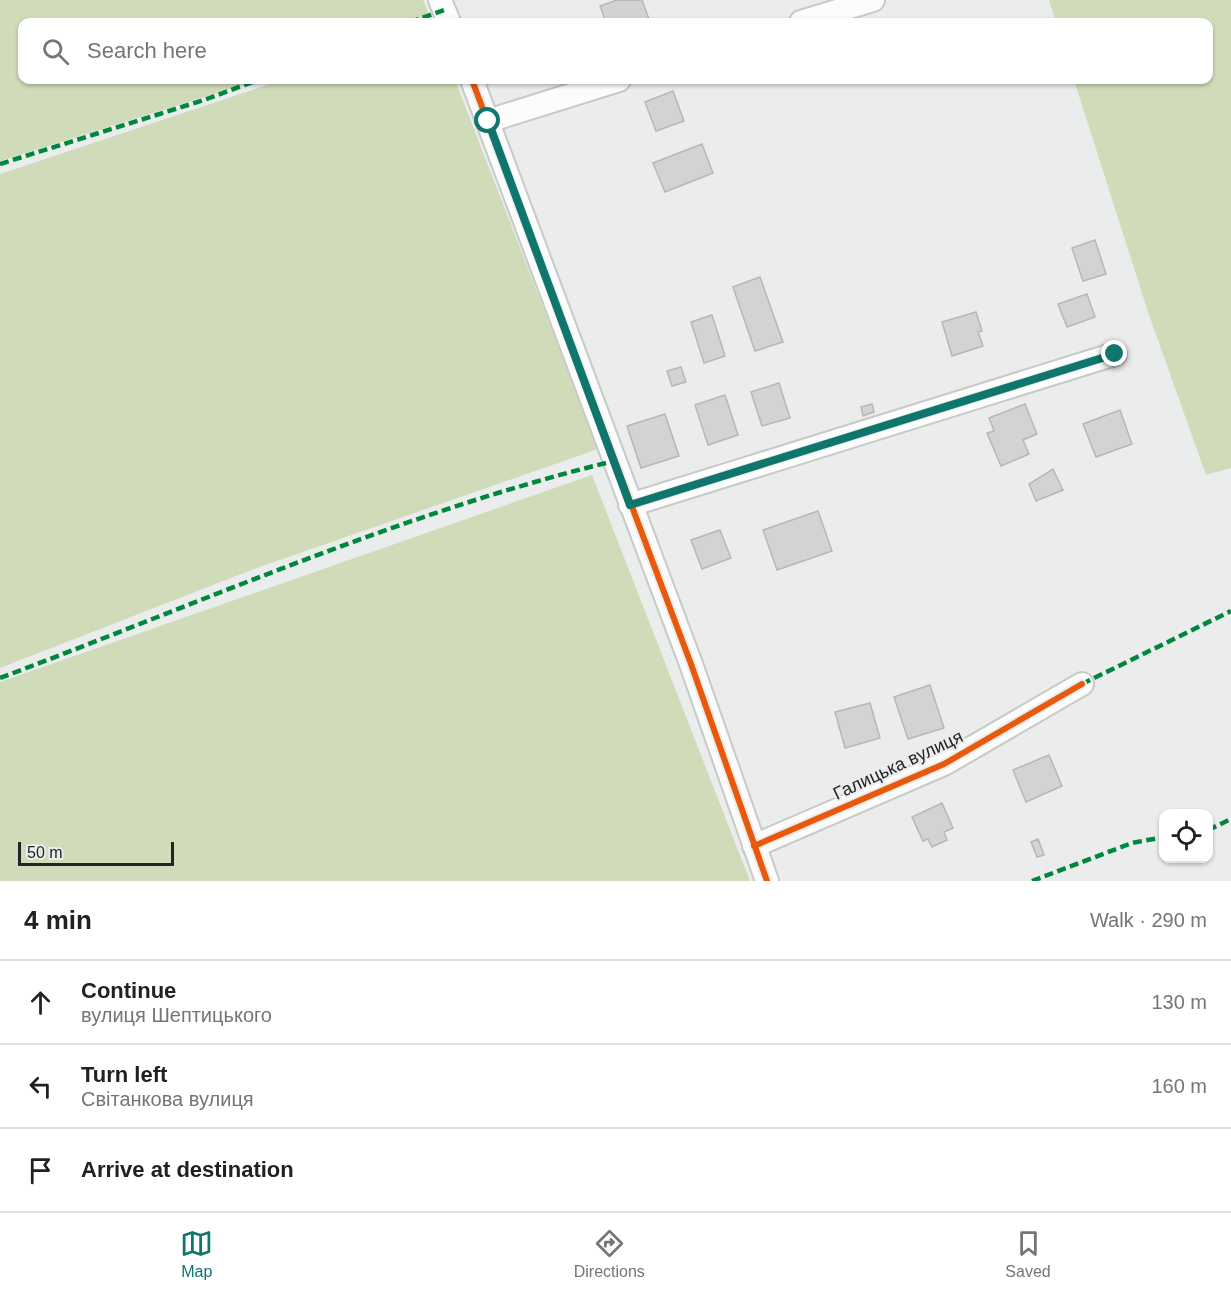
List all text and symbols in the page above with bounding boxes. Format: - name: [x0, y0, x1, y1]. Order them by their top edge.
- search box: [18, 18, 1213, 84]
- icon: search: [39, 35, 72, 68]
- text: Search here: [87, 38, 207, 63]
- route start: [474, 107, 500, 133]
- route end: [1101, 340, 1127, 366]
- street label: Галицька вулиця: [830, 726, 966, 804]
- map controls: [1159, 809, 1213, 863]
- button: locate: [1159, 809, 1213, 863]
- scale bar: [18, 839, 174, 866]
- text: 50 m: [27, 844, 63, 861]
- text: 4 min: [24, 905, 92, 935]
- text: Walk · 290 m: [1090, 909, 1207, 931]
- text: Continue: [81, 978, 176, 1003]
- icon: ahead: [24, 986, 57, 1019]
- text: 130 m: [1151, 991, 1207, 1013]
- text: вулиця Шептицького: [81, 1004, 272, 1026]
- text: Turn left: [81, 1062, 167, 1087]
- icon: left: [24, 1070, 57, 1103]
- text: 160 m: [1151, 1075, 1207, 1097]
- text: Світанкова вулиця: [81, 1088, 254, 1110]
- icon: arrive: [24, 1154, 57, 1187]
- text: Arrive at destination: [81, 1157, 294, 1182]
- tab: Map: [180, 1227, 213, 1281]
- tab: Directions: [574, 1227, 645, 1281]
- tab: Saved: [1005, 1227, 1051, 1281]

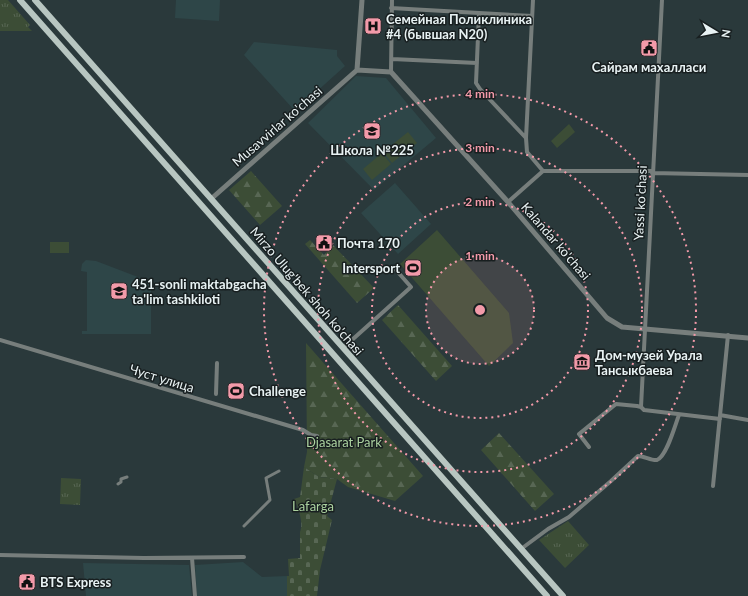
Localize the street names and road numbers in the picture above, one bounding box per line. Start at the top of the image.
street label: Musavvirlar ko'chasi [229,83,325,169]
street label: Yassi ko'chasi [630,165,650,241]
street label: Kalandar ko'chasi [518,199,594,283]
street label: Mirzo Ulug'bek shoh ko'chasi [247,224,367,358]
street label: Чуст улица [128,361,196,395]

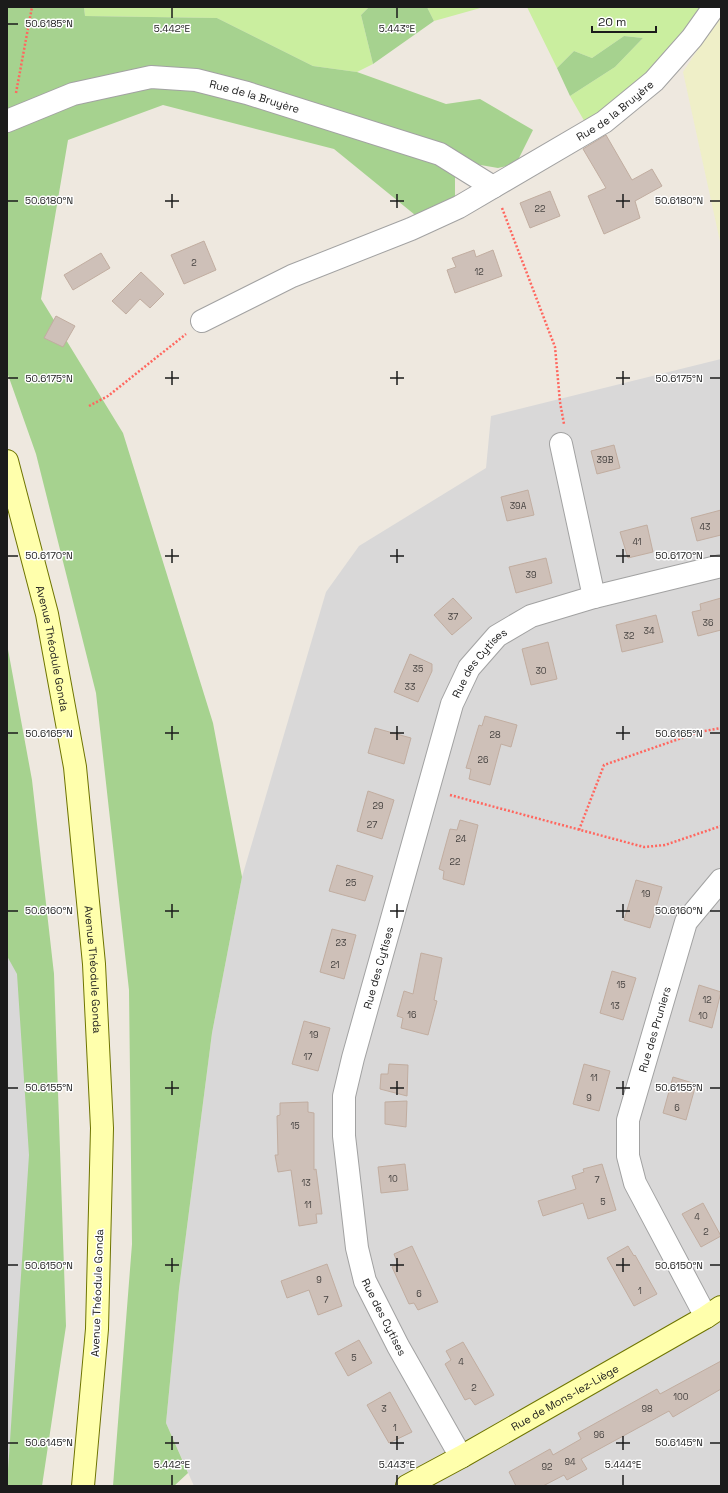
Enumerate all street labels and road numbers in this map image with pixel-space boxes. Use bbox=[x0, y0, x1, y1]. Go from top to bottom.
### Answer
street label: Rue de la Bruyère bbox=[208, 77, 301, 116]
street label: Rue de la Bruyère bbox=[574, 77, 657, 144]
street label: Avenue Théodule Gonda bbox=[33, 584, 72, 713]
street label: Rue des Cytises bbox=[449, 625, 510, 700]
street label: Avenue Théodule Gonda bbox=[81, 905, 104, 1034]
street label: Rue des Cytises bbox=[360, 925, 396, 1011]
street label: Rue des Pruniers bbox=[635, 985, 674, 1074]
street label: Avenue Théodule Gonda bbox=[88, 1228, 106, 1357]
street label: Rue des Cytises bbox=[358, 1276, 410, 1358]
street label: Rue de Mons-lez-Liège bbox=[509, 1361, 621, 1434]

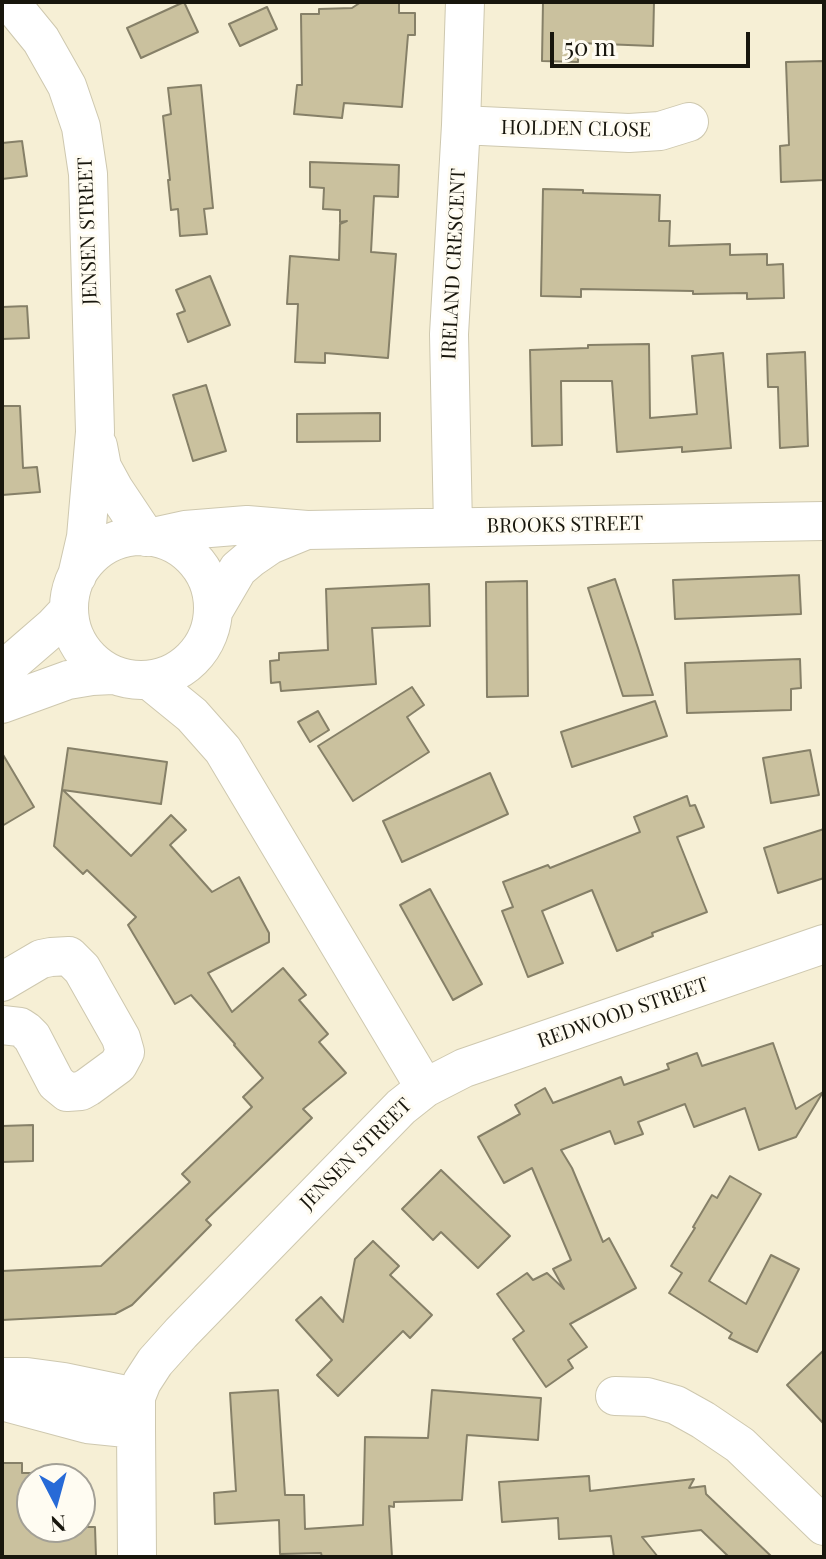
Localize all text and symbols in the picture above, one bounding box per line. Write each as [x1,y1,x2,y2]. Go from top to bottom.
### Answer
scale bar [554,16,754,66]
text: 50 m [564,30,616,62]
street label: HOLDEN CLOSE [501,116,651,142]
street label: JENSEN STREET [73,157,103,305]
street label: IRELAND CRESCENT [437,168,471,360]
street label: BROOKS STREET [487,512,643,538]
street label: REDWOOD STREET [534,973,712,1053]
street label: JENSEN STREET [295,1093,417,1215]
north arrow [16,1463,96,1543]
text: N [49,1509,68,1541]

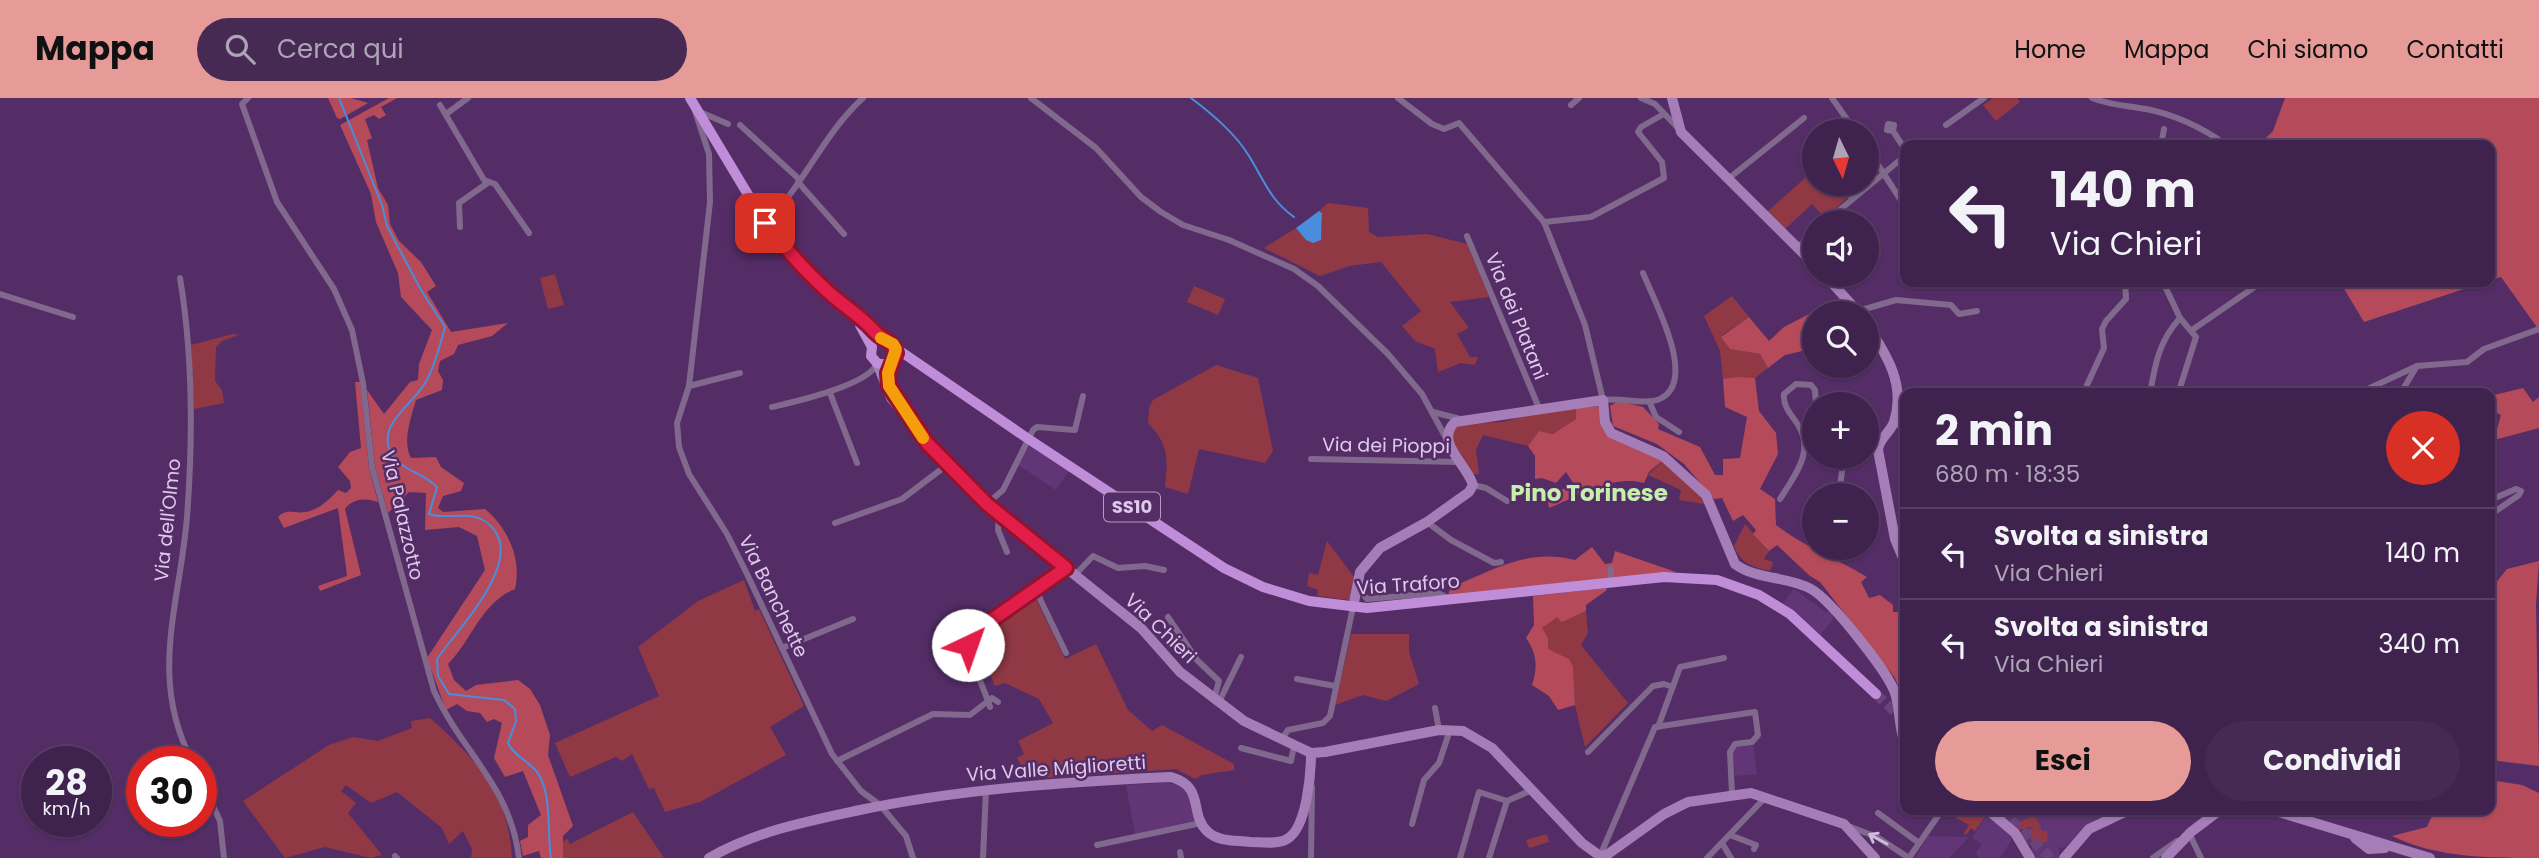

> [Task statement] Word for word, give the entries back in full; the pictures do not belong in the copy.

> [Task answer]
List all text and symbols in the page above with bounding boxes. Format: - name: [x0, y0, x1, y1]. Order them by their top edge.
- search box: [18, 18, 1213, 84]
- icon: search: [39, 35, 72, 68]
- text: Search here: [87, 38, 207, 63]
- route start: [474, 107, 500, 133]
- route end: [1101, 340, 1127, 366]
- street label: Галицька вулиця: [830, 726, 966, 804]
- map controls: [1159, 809, 1213, 863]
- button: locate: [1159, 809, 1213, 863]
- scale bar: [18, 839, 174, 866]
- text: 50 m: [27, 844, 63, 861]
- text: 4 min: [24, 905, 92, 935]
- text: Walk · 290 m: [1090, 909, 1207, 931]
- text: Continue: [81, 978, 176, 1003]
- icon: ahead: [24, 986, 57, 1019]
- text: 130 m: [1151, 991, 1207, 1013]
- text: вулиця Шептицького: [81, 1004, 272, 1026]
- text: Turn left: [81, 1062, 167, 1087]
- icon: left: [24, 1070, 57, 1103]
- text: 160 m: [1151, 1075, 1207, 1097]
- text: Світанкова вулиця: [81, 1088, 254, 1110]
- icon: arrive: [24, 1154, 57, 1187]
- text: Arrive at destination: [81, 1157, 294, 1182]
- tab: Map: [180, 1227, 213, 1281]
- tab: Directions: [574, 1227, 645, 1281]
- tab: Saved: [1005, 1227, 1051, 1281]

Localize the street names and road numbers in the picture above, one bounding box per line. Start at the top of the image.
street label: Musavvirlar ko'chasi [229,83,325,169]
street label: Yassi ko'chasi [630,165,650,241]
street label: Kalandar ko'chasi [518,199,594,283]
street label: Mirzo Ulug'bek shoh ko'chasi [247,224,367,358]
street label: Чуст улица [128,361,196,395]

Enumerate all street labels and road numbers in this map image with pixel-space boxes. Use bbox=[x0, y0, x1, y1]. Go from top to bottom.
### Answer
street label: Rue de la Bruyère bbox=[208, 77, 301, 116]
street label: Rue de la Bruyère bbox=[574, 77, 657, 144]
street label: Avenue Théodule Gonda bbox=[33, 584, 72, 713]
street label: Rue des Cytises bbox=[449, 625, 510, 700]
street label: Avenue Théodule Gonda bbox=[81, 905, 104, 1034]
street label: Rue des Cytises bbox=[360, 925, 396, 1011]
street label: Rue des Pruniers bbox=[635, 985, 674, 1074]
street label: Avenue Théodule Gonda bbox=[88, 1228, 106, 1357]
street label: Rue des Cytises bbox=[358, 1276, 410, 1358]
street label: Rue de Mons-lez-Liège bbox=[509, 1361, 621, 1434]

Localize all text and symbols in the picture above, one bounding box per line. Write each as [x1,y1,x2,y2]. Go from top to bottom.
### Answer
scale bar [554,16,754,66]
text: 50 m [564,30,616,62]
street label: HOLDEN CLOSE [501,116,651,142]
street label: JENSEN STREET [73,157,103,305]
street label: IRELAND CRESCENT [437,168,471,360]
street label: BROOKS STREET [487,512,643,538]
street label: REDWOOD STREET [534,973,712,1053]
street label: JENSEN STREET [295,1093,417,1215]
north arrow [16,1463,96,1543]
text: N [49,1509,68,1541]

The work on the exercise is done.